The program itself, which runs on Windows 98 through XP, is a modest 3.89 MB download (about 5 MB when installed). Backup4All has a cheerful, colorful interface. You can use either the menus, the large, easy-to-remember icons, or shortcut keys to create, explore, test, and restore from your backups. It also comes with very thorough documentation, a 108-page illustrated PDF file written in good English. Extensive help is also available via the Help menu or on the website.
The Pro version of Backup4All ($45) makes four different kinds of backups and can backup to local disks, removable media, USB/Firewire drives, or over a network. All versions of the program are compatible with one-button backup drives. The Mirror, Classic, and Professional versions all have built-in CD/DVD burners, so you can make your backups directly onto CDs or DVDs, and erase rewritable media. It also works with packet-writing (UDF) formatted CDs and DVDs (e.g.
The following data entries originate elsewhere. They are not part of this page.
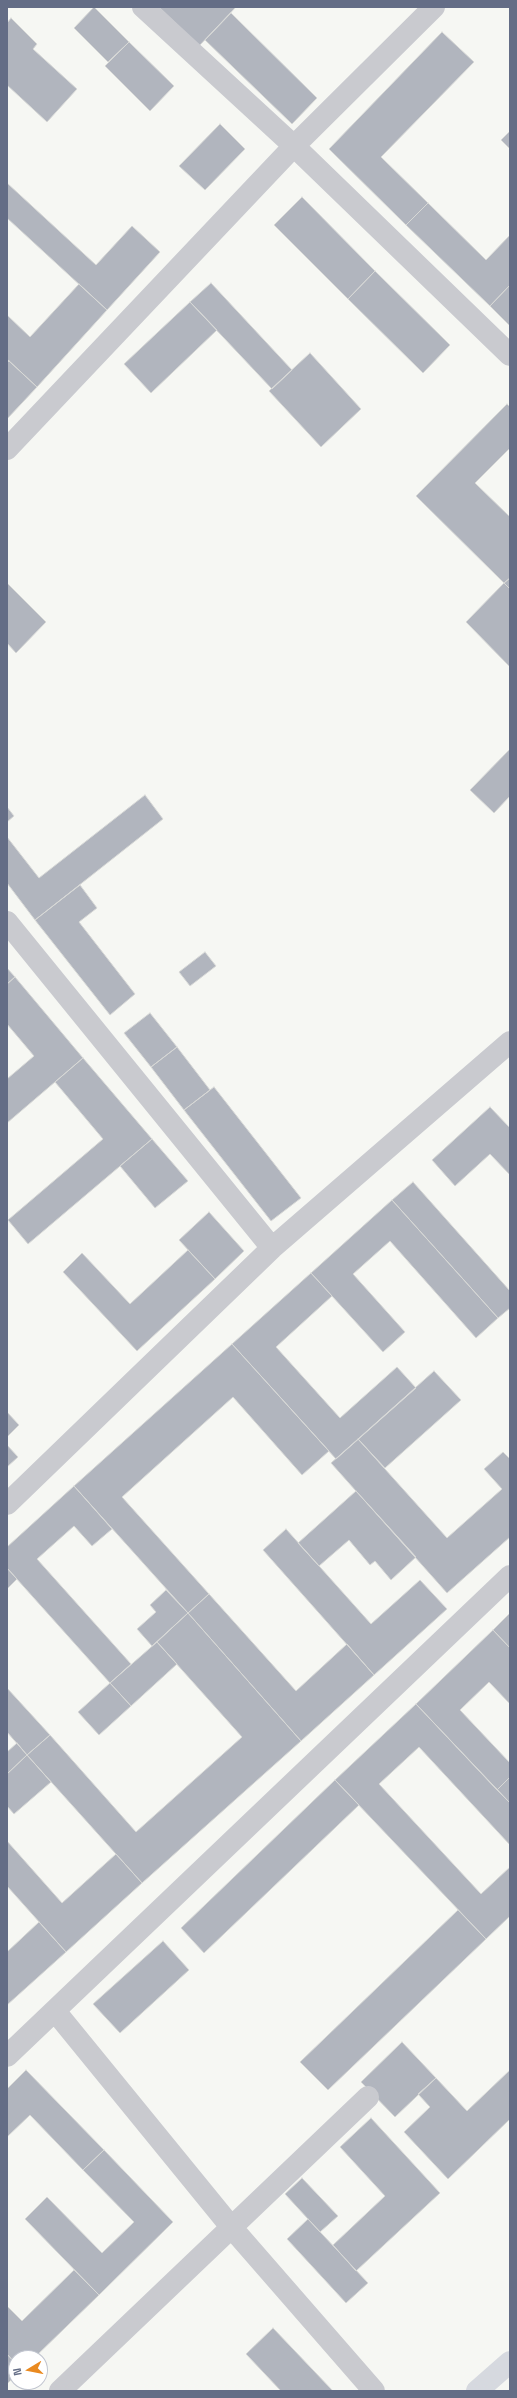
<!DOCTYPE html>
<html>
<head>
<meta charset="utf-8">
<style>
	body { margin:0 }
	#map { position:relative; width:517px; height:2398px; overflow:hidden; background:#f6f7f3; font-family:"Space Grotesk",sans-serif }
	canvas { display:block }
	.frame { position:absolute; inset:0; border:8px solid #646d86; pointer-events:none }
	.north { position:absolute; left:8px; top:2350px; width:40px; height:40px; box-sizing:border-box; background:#fff; border:1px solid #c1c5cf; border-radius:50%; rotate:260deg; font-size:11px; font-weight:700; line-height:16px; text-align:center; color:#646d86 }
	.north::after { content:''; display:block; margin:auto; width:14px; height:18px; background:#ea8a20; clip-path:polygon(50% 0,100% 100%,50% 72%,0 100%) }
</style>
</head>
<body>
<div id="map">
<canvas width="517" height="2398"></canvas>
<div class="frame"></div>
<div class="north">N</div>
</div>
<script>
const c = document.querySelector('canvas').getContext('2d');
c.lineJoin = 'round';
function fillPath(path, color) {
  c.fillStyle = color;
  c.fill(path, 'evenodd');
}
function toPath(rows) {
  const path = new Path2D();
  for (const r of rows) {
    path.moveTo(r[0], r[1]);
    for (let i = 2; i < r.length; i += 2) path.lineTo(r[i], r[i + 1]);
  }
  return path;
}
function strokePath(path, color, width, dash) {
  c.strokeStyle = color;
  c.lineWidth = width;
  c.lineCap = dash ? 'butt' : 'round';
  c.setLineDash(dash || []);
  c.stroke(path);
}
const building = toPath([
	[94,7,129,42,108,62,74,28,94,7],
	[159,7,236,7,199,46,159,7],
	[231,13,317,98,292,124,205,40,231,13],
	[11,18,37,44,33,49,77,89,47,122,7,85,7,23,11,18],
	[442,32,474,62,381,157,428,203,406,225,329,149,442,32],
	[129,42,174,86,150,111,105,66,129,42],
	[220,124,245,149,205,190,179,166,220,124],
	[510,131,510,149,501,140,510,131],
	[7,183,96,265,132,226,160,252,107,310,7,218,7,183],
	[302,197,375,271,348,299,274,225,302,197],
	[428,203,486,260,510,235,510,285,490,306,406,225,428,203],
	[375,271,450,345,423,373,348,299,375,271],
	[211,283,292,370,272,389,190,302,211,283],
	[79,284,107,310,37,387,7,359,7,315,30,337,79,284],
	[510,285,510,326,490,306,510,285],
	[190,302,217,330,151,393,124,364,190,302],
	[310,353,361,409,321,447,269,391,310,353],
	[9,361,37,387,7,419,7,363,9,361],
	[507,404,510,407,510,448,475,483,510,517,510,578,504,583,416,496,507,404],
	[510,578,510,589,504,583,510,578],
	[7,583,46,622,16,653,7,643,7,583],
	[504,583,510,589,510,667,466,622,504,583],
	[510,749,510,796,494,813,470,790,510,749],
	[145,795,163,819,35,920,7,883,7,837,39,878,145,795],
	[7,807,14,816,7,822,7,807],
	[80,885,97,908,79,922,135,994,110,1015,35,920,80,885],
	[205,952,216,966,190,986,179,972,205,952],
	[7,968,15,977,7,984,7,968],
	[15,977,83,1058,7,1123,7,1079,34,1056,7,1024,7,984,15,977],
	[150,1013,177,1047,151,1067,124,1033,150,1013],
	[177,1047,210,1090,184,1110,151,1067,177,1047],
	[83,1058,152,1139,28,1244,8,1220,103,1139,55,1082,83,1058],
	[214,1087,301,1198,271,1221,184,1110,214,1087],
	[490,1107,510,1128,510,1175,490,1154,455,1186,432,1160,490,1107],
	[152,1139,188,1181,155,1208,120,1166,152,1139],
	[413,1182,510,1291,510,1308,498,1318,392,1200,413,1182],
	[392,1200,498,1318,476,1338,390,1241,353,1274,405,1332,383,1352,311,1273,392,1200],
	[209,1212,244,1251,215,1279,179,1240,209,1212],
	[188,1250,215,1279,137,1351,63,1272,82,1253,130,1304,188,1250],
	[311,1273,332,1296,276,1347,340,1418,397,1367,416,1388,336,1459,232,1344,311,1273],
	[232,1344,329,1451,302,1475,233,1397,122,1497,209,1594,188,1613,74,1486,232,1344],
	[434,1371,461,1400,385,1468,358,1439,434,1371],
	[7,1412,19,1425,7,1437,7,1412],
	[358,1439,447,1538,502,1489,484,1469,503,1452,510,1459,510,1537,447,1593,331,1463,358,1439],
	[7,1445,18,1457,7,1467,7,1445],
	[74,1486,112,1529,92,1546,74,1526,37,1559,131,1664,110,1683,7,1568,7,1547,74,1486],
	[356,1491,416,1557,391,1580,375,1561,370,1565,349,1540,319,1566,298,1543,356,1491],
	[286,1529,371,1624,420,1580,447,1609,374,1675,263,1550,286,1529],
	[7,1568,17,1579,7,1589,7,1568],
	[166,1590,188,1613,152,1646,137,1629,156,1612,150,1605,166,1590],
	[209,1594,296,1691,347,1644,374,1675,301,1741,188,1613,209,1594],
	[188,1613,301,1741,142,1883,27,1755,50,1735,136,1832,242,1737,157,1642,188,1613],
	[510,1613,510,1648,493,1630,510,1613],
	[493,1630,510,1648,510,1704,489,1682,460,1710,510,1763,510,1777,497,1790,416,1704,493,1630],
	[157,1642,177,1664,131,1706,110,1683,157,1642],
	[110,1683,131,1706,99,1735,78,1712,110,1683],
	[7,1688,50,1735,27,1755,7,1732,7,1688],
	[416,1704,510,1803,510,1845,419,1747,379,1784,481,1894,510,1867,510,1916,486,1939,335,1780,416,1704],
	[17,1743,27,1755,7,1774,7,1752,17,1743],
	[27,1755,51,1782,14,1814,7,1806,7,1774,27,1755],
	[510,1777,510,1803,497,1790,510,1777],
	[335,1780,359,1805,204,1953,181,1928,335,1780],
	[7,1841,62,1903,116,1854,142,1883,66,1952,7,1886,7,1841],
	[458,1910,486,1939,328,2090,300,2062,458,1910],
	[39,1922,66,1952,7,2005,7,1952,39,1922],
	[163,1941,189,1970,120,2033,93,2004,163,1941],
	[402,2042,436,2078,395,2117,361,2082,402,2042],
	[26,2070,104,2150,83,2170,30,2115,7,2137,7,2089,26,2070],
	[510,2070,510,2119,448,2179,404,2132,430,2107,418,2094,436,2078,467,2111,510,2070],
	[371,2118,440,2193,356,2271,333,2245,385,2196,340,2147,371,2118],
	[104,2150,173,2222,99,2295,25,2219,47,2197,102,2253,134,2222,83,2170,104,2150],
	[302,2178,338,2216,320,2232,285,2194,302,2178],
	[308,2219,368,2283,346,2303,287,2239,308,2219],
	[74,2270,99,2295,34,2358,16,2358,16,2364,7,2354,7,2306,22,2321,74,2270],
	[273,2328,333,2391,281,2391,246,2354,273,2328],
	[7,2354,16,2364,16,2375,7,2384,7,2354]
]);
const street = toPath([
	[143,7,294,146,510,355],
	[7,449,294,146,434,7],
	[7,922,272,1248],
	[7,1504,272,1248,510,1042],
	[55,2011,232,2228,374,2391],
	[7,2056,510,1576],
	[60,2391,368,2097]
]);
const secondary = toPath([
	[477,2391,510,2362]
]);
fillPath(building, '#b1b5be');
strokePath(building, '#d7d8d6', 1);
strokePath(street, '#c9cacf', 22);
strokePath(secondary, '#d6d9df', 22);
</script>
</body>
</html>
Nero’s InCD or Roxio’s DirectCD).
Features I particularly like are the ability to run programs either before or after making backups (so you can schedule a backup followed by a shutdown of the computer, for instance), the Test Backups function, and the reminder to label your CDs. The Full, Differential, and Incremental backup types are all compressed in .zip format and can be password-protected. (Their contents can also be viewed in the same way as any other .zip file.)
I did find some of the terminology potentially confusing. A “mirror” backup in Backup4All is not a drive mirror such as Norton Ghost produces, but rather a direct, uncompressed copy of the files. Similarly, a “full backup” will copy all of the files you select, even your whole drive, but it doesn’t preserve the system state. This is a backup program for your data, not your operating system and software.
If you’re a Windows user and you don’t have a backup system yet, give Backup4All a try.